Search code examples
pythonmachine-learningscikit-learnsvm

Random Forest performing much better than other methods


When evaluating the performance of SVM, RF and a DT (max_depth = 3), I am getting really superior results with the RF model. The data being modeled on is real world data. They are all evaluated using stratified cross validation, since the data set is imbalanced.

For the 4 different classes seen before, I am getting these scores for precision, recall and F1.

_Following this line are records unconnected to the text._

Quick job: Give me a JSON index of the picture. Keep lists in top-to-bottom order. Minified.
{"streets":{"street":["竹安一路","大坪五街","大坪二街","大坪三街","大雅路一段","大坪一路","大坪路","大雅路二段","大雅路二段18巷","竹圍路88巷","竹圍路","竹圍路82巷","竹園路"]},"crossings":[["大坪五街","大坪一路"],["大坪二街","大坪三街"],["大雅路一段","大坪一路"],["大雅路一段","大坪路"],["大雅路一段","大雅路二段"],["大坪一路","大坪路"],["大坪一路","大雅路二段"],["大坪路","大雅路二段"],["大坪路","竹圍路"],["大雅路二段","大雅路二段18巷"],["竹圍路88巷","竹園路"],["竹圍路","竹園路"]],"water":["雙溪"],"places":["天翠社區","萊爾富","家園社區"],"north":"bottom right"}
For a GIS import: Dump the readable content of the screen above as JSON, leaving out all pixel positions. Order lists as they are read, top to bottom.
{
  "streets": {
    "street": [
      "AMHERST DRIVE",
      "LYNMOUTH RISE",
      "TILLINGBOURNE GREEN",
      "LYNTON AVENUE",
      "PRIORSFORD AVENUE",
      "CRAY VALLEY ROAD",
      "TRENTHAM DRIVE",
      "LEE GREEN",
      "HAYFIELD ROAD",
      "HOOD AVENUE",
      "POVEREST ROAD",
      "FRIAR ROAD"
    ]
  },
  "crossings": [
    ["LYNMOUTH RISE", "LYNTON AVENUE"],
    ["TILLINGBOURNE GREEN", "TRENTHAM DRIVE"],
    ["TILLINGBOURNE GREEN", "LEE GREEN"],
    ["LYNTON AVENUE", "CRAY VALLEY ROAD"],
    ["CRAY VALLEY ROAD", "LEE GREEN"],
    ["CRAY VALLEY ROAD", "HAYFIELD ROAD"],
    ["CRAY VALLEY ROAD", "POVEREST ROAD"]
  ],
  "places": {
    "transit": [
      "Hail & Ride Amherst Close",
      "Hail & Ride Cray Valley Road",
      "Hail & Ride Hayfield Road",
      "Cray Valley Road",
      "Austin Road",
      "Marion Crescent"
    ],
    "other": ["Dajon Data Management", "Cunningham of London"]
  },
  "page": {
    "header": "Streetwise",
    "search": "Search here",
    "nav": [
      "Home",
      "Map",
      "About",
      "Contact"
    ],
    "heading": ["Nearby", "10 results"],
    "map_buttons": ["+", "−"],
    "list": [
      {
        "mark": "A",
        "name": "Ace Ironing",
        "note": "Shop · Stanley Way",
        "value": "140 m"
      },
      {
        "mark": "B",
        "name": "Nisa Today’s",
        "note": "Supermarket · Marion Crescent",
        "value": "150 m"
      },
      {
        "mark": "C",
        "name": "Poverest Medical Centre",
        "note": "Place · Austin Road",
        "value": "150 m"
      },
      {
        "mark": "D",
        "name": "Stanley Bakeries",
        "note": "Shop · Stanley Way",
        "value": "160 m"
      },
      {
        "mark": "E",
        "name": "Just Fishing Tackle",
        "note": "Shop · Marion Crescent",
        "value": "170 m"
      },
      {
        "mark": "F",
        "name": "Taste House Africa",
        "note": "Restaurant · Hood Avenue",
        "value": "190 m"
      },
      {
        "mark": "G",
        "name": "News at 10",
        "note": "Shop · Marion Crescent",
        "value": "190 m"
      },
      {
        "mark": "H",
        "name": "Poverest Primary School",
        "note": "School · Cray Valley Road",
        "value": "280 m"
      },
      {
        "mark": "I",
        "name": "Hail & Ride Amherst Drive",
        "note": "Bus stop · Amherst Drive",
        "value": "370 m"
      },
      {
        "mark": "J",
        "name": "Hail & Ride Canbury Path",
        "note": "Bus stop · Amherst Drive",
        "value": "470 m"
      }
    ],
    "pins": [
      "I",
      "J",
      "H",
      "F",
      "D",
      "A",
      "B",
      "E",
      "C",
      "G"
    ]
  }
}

Originally, the data set contained the following values_counts for the 4 classes shown below:

  1. Feeding faults- (Diff. P-set/P-actual): 4 098 data samples
  2. Feeding faults- (Feeding safety circuit faulty): 383 data samples
  3. Generator heating: 228 668 data samples
  4. Other: 51 966 851 samples

How could RF be so much better than SVM and DT?

Thanks in advance!

enter image description here

enter image description here


Solution

  • These results are entirely plausible! The Random Forest is a much more powerful algorithm than the Decision Tree, because it basically is an ensemble of DTs. Ensembles (a combination of more models) are notoriously powerful in Machine Learning when it comes to generalisation on unseen data. Where the Decision Tree or SVMs overfit, the Random Forest usually performs relatively well, because internally many DTs seeing all a different set of features are casting a vote for the result.